— ABOUT THIS TASK —
Your copy of the listing should match it exactly, only without pictures.

— RECORDS FOR THE TASK —
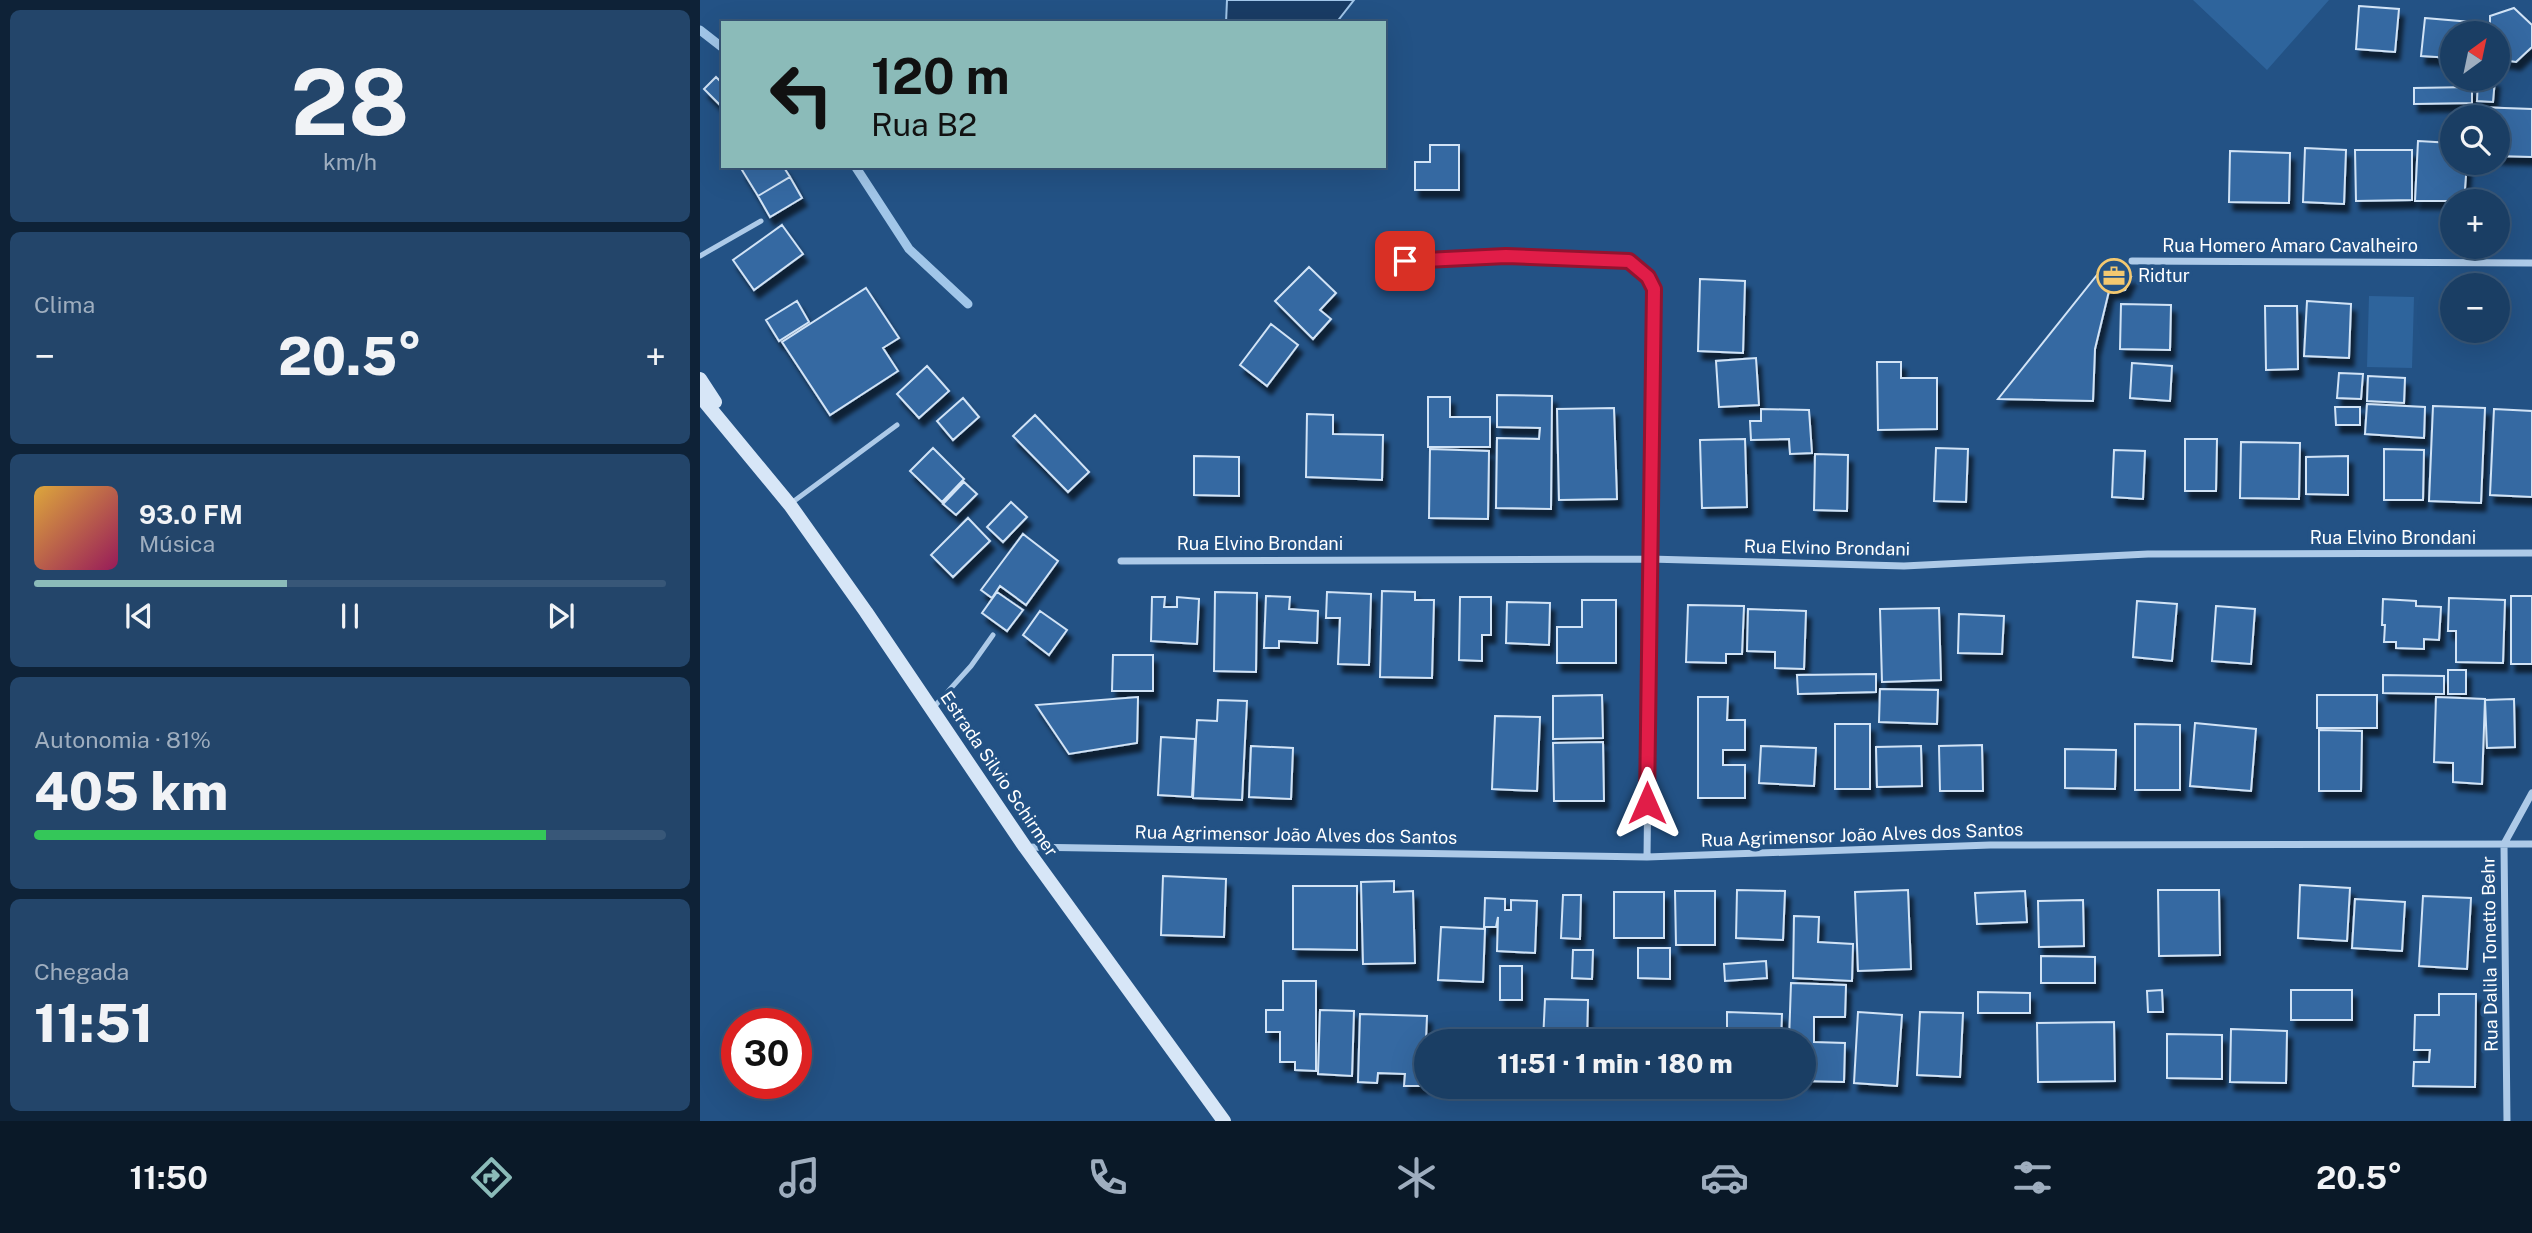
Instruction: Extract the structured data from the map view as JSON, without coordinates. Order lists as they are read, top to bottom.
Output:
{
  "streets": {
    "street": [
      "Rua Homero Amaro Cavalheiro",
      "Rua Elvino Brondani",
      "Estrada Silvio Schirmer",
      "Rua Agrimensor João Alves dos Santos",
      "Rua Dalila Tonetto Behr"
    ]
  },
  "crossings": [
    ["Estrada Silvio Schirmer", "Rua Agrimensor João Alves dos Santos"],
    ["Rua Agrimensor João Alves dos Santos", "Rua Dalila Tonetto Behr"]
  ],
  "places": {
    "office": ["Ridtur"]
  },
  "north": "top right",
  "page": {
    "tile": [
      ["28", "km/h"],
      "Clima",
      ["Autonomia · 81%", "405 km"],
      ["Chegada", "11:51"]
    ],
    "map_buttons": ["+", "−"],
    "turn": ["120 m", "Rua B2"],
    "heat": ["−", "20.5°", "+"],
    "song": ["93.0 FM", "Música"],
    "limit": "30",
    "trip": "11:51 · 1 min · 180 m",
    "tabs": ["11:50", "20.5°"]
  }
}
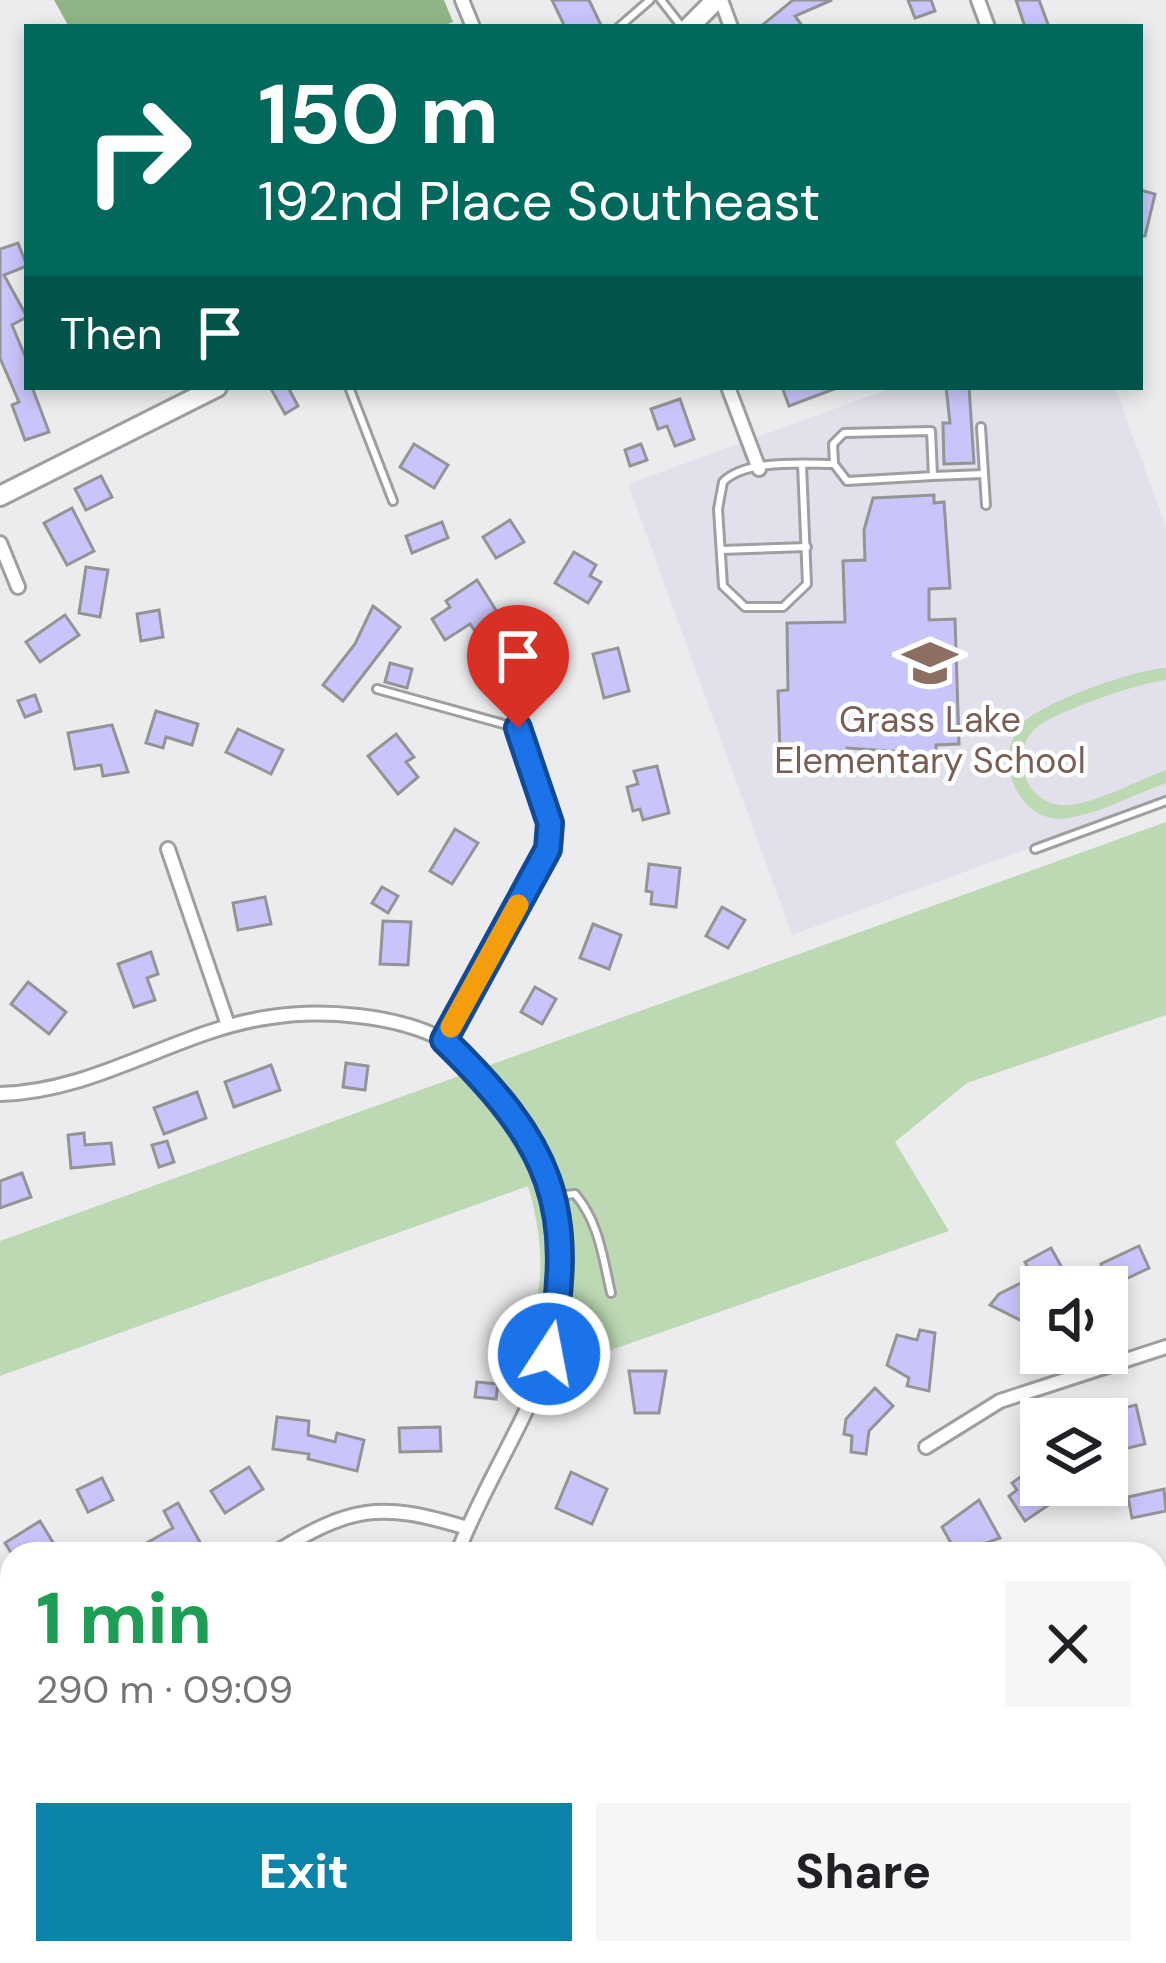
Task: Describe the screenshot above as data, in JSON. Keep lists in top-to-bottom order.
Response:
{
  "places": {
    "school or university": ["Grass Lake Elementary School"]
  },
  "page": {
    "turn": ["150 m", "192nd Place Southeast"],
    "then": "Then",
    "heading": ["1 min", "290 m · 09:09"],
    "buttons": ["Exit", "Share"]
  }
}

— SOLUTION BELOW —
Instruction: Extract the structured data from the map view as JSON, without coordinates. Order lists as they are read, top to bottom.
Output:
{
  "streets": {
    "street": [
      "Rua Homero Amaro Cavalheiro",
      "Rua Elvino Brondani",
      "Estrada Silvio Schirmer",
      "Rua Agrimensor João Alves dos Santos",
      "Rua Dalila Tonetto Behr"
    ]
  },
  "crossings": [
    ["Estrada Silvio Schirmer", "Rua Agrimensor João Alves dos Santos"],
    ["Rua Agrimensor João Alves dos Santos", "Rua Dalila Tonetto Behr"]
  ],
  "places": {
    "office": ["Ridtur"]
  },
  "north": "top right",
  "page": {
    "tile": [
      ["28", "km/h"],
      "Clima",
      ["Autonomia · 81%", "405 km"],
      ["Chegada", "11:51"]
    ],
    "map_buttons": ["+", "−"],
    "turn": ["120 m", "Rua B2"],
    "heat": ["−", "20.5°", "+"],
    "song": ["93.0 FM", "Música"],
    "limit": "30",
    "trip": "11:51 · 1 min · 180 m",
    "tabs": ["11:50", "20.5°"]
  }
}
Task: Describe the screenshot above as data, in JSON. Keep lists in top-to-bottom order.
Response:
{
  "places": {
    "school or university": ["Grass Lake Elementary School"]
  },
  "page": {
    "turn": ["150 m", "192nd Place Southeast"],
    "then": "Then",
    "heading": ["1 min", "290 m · 09:09"],
    "buttons": ["Exit", "Share"]
  }
}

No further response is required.